Para saudara, membantu orang lain agar dapat hidup lebih baik, adalah tugas perutusan Gereja, umat Allah, di mana pun berada. Membantu orang lain agar dapat hidup lebih baik adalah soal menghormati dan mengangkat martabat hidup sesama.
Paus Fransiskus berkata, “Seperti apa pun penampilannya, setiap orang sangat kudus dan layak dikasihi serta dilayani. Akibatnya, jika saya dapat membantu setidaknya satu orang untuk hidup yang lebih baik, hal itu telah membenarkan persembahan hidup saya. Sungguh mengagumkan menjadi umat Allah yang peduli” (Seruan Apostolik Sukacita Injil, No. 274).
Empat penggotong si lumpuh tidak sanggup melakukannya sendiri. Maka, mereka bekerja sama, setidaknya membantu satu orang yang menderita lumpuh agar bisa menikmati hidup lebih baik. Begitulah kepedulian terhadap orang yang lemah dan miskin kesehatannya mesti dibangun.

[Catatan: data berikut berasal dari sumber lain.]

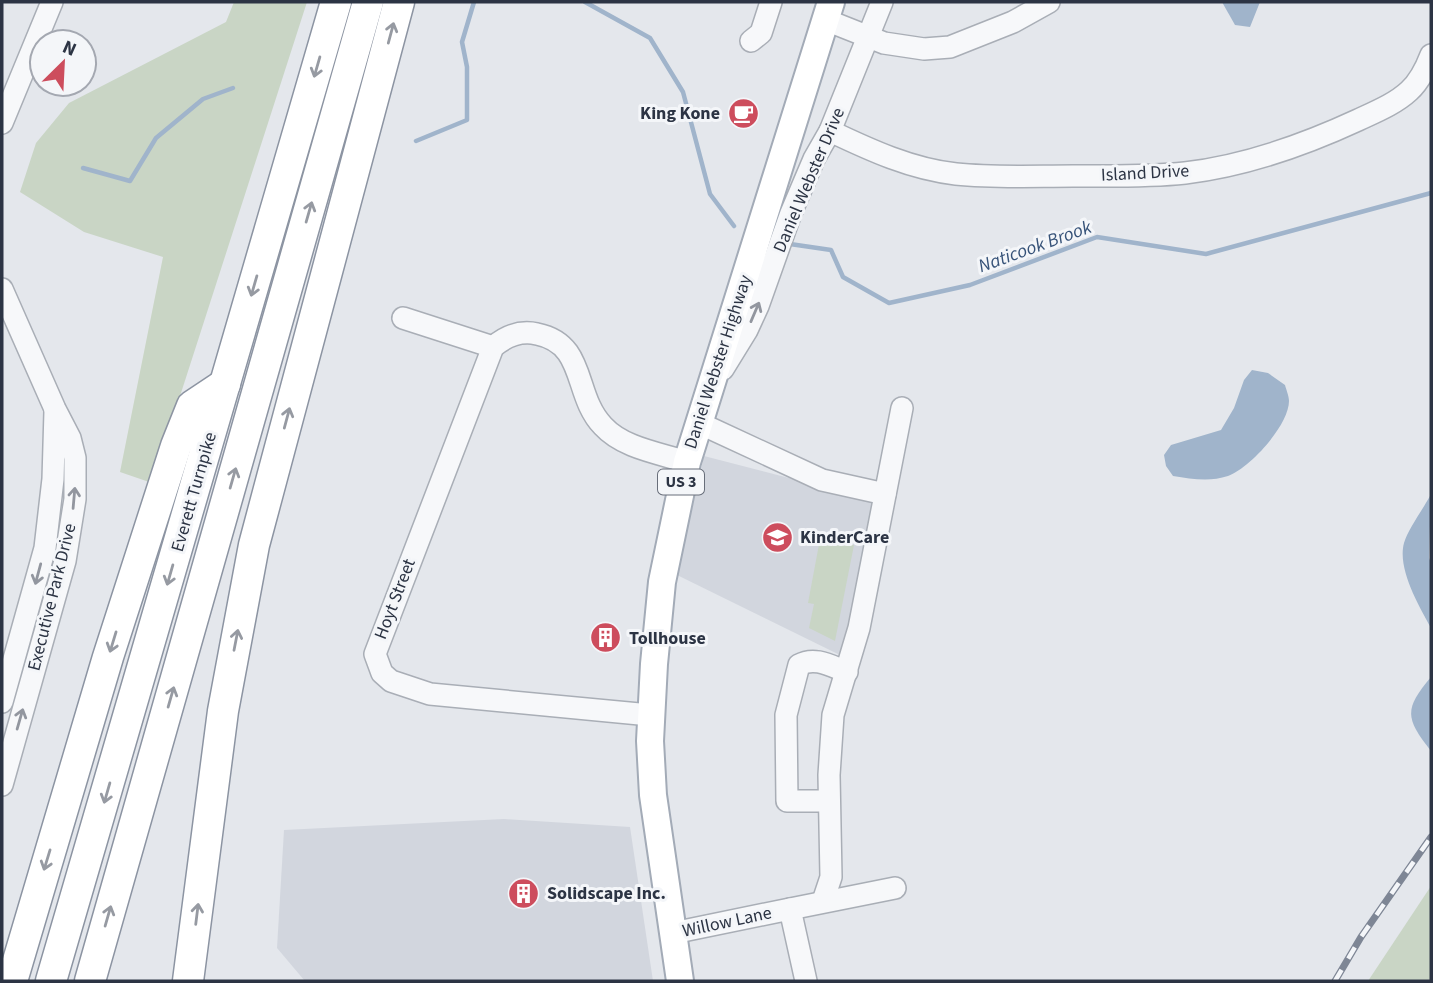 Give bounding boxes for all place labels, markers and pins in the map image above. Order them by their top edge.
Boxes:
cafe icon: King Kone [726,96,760,130]
place label: King Kone [640,101,720,126]
school or university icon: KinderCare [760,520,794,554]
place label: KinderCare [800,525,889,550]
building icon: Tollhouse [589,621,623,655]
place label: Tollhouse [629,626,706,651]
building icon: Solidscape Inc. [507,876,541,910]
place label: Solidscape Inc. [547,881,666,906]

Para penggotong itu bekerja sama, bukan hanya mengandalkan tenaga dan pikiran, tetapi juga iman. Oleh sebab itu, melihat iman mereka, Yesus berkata kepada orang lumpuh itu, “Hai anak-Ku, dosamu sudah diampuni!” (Mrk 2:5). Rasa hormat dan kasih kebapaan dinyatakan oleh Yesus kepada si lumpuh dengan berkata, “Hai anak-Ku…” Ini adalah sebuah sapaan yang menyejukkan hati. Sebuah sapaan hangat yang menyentuh rasa. Pribadi Yesus telah menghadirkan kasih dan ke-Bapa-an Allah di surga.
Saudara-saudari seiman, mari kita belajar dari empat penggotong si lumpuh bagaimana mereka menaruh kepedulian kepada saudara yang lemah dan miskin kesehatannya. Terlebih, mari kita belajar dari kebapaan Yesus, Sang Guru, bagaimana menjadi orang yang peduli terhadap sesama dan mengungkapkannya dengan tindakan serta kata-kata yang manusiawi, ramah dan lembut. Bahkan kepedulian dan tindakan-Nya terhadap si lumpuh bisa menggerakkan hati mereka semua untuk takjub lalu memuliakan Allah.